Records excerpted from a collection:
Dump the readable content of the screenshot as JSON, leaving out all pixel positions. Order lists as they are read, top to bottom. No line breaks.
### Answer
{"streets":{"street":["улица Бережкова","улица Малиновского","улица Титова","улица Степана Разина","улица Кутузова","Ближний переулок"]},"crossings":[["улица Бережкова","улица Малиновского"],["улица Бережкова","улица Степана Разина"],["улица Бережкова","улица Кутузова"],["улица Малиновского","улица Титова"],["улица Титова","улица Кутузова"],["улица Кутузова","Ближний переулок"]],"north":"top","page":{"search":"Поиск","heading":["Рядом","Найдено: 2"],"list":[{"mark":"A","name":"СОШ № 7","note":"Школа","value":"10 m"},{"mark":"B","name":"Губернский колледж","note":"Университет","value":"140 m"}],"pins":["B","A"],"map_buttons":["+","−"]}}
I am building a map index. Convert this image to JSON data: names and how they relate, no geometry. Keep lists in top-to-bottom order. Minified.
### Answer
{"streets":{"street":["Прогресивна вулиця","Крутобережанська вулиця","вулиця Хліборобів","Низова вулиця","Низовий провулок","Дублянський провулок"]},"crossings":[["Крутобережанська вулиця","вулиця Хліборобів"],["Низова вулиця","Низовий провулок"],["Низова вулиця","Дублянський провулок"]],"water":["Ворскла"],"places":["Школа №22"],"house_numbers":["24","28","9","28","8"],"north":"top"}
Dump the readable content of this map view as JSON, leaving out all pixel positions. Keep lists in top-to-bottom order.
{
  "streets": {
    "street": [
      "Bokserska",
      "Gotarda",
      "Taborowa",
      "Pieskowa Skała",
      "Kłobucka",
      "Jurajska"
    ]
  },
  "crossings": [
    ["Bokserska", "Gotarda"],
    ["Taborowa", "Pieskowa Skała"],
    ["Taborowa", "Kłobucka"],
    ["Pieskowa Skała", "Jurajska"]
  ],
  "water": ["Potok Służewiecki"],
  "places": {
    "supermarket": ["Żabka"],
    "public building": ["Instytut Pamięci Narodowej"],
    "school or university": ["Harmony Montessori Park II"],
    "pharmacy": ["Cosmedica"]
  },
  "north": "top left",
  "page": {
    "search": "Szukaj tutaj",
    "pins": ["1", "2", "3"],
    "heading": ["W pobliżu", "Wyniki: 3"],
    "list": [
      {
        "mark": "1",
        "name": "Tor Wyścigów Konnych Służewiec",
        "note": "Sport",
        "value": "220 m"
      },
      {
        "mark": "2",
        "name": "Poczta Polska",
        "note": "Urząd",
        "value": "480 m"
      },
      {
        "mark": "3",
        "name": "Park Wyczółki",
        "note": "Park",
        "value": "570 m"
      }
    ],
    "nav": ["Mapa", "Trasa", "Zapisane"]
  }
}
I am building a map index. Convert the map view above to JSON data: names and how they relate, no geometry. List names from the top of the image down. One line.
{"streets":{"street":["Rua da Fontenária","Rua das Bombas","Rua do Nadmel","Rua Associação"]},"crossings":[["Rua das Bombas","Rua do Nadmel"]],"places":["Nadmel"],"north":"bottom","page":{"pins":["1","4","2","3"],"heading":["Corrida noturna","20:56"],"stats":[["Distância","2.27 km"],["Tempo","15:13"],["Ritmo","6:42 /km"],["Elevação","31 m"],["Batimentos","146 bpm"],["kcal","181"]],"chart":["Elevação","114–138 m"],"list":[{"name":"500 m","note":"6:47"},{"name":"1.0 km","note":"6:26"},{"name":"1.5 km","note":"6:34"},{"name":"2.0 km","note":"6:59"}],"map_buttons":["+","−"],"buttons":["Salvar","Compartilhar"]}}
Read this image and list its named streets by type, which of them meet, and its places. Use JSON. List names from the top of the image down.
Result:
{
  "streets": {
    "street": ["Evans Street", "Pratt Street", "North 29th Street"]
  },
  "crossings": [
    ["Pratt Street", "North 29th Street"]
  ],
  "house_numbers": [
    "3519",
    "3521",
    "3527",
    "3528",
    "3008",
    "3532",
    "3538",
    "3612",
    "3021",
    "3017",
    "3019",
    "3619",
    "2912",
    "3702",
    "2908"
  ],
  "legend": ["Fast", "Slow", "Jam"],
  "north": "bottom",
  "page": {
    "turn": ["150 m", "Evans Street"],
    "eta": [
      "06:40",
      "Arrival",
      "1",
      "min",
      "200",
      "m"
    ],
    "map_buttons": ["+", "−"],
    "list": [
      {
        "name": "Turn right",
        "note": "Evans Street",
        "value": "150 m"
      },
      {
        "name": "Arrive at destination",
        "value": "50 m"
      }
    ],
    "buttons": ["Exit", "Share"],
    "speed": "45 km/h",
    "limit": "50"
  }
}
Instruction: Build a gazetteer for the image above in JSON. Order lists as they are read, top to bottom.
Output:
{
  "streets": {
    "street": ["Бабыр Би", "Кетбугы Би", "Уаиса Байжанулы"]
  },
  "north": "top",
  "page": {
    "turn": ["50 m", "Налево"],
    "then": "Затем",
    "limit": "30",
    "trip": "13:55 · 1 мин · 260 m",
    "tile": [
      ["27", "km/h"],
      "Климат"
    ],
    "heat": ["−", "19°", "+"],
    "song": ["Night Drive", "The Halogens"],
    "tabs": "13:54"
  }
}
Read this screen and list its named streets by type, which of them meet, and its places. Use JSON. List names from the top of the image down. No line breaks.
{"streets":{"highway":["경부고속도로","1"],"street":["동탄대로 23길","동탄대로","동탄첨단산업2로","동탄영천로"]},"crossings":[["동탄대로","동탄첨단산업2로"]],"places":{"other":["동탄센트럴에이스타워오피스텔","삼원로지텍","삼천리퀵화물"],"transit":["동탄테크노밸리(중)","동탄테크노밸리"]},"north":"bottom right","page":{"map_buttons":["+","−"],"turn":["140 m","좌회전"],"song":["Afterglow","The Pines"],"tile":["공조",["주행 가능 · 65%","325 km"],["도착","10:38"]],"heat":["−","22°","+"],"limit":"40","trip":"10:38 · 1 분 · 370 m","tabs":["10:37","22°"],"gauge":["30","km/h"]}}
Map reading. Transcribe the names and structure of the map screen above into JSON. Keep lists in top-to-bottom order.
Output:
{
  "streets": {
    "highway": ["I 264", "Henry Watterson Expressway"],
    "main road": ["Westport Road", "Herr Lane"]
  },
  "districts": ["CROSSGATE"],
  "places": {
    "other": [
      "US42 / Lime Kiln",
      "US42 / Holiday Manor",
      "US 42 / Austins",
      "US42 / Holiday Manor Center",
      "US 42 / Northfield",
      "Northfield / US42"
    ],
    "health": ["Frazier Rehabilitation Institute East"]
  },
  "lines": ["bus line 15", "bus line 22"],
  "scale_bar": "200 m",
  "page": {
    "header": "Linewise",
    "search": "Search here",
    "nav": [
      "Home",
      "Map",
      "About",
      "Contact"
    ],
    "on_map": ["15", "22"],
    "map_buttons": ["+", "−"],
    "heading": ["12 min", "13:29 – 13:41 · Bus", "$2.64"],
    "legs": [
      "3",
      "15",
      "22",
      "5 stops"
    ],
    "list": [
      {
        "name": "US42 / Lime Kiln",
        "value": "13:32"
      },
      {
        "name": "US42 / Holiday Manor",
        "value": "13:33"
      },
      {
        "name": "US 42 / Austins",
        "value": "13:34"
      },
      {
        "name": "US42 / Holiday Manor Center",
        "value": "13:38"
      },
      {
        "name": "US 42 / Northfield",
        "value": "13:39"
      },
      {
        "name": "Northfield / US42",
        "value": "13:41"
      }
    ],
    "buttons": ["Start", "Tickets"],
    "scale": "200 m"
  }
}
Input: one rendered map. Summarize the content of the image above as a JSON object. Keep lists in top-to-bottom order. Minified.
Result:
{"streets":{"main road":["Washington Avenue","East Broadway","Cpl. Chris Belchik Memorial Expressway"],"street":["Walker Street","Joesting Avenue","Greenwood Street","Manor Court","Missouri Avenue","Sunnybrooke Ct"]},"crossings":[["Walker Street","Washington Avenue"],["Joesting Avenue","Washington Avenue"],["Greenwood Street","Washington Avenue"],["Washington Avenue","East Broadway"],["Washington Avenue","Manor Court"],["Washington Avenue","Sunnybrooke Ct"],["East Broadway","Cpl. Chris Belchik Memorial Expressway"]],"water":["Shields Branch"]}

» **Your task**: Every line of the records above where the string "Minified" is found should be copied.

» **Reply to the task**:
I am building a map index. Convert this image to JSON data: names and how they relate, no geometry. Keep lists in top-to-bottom order. Minified.
Input: one rendered map. Summarize the content of the image above as a JSON object. Keep lists in top-to-bottom order. Minified.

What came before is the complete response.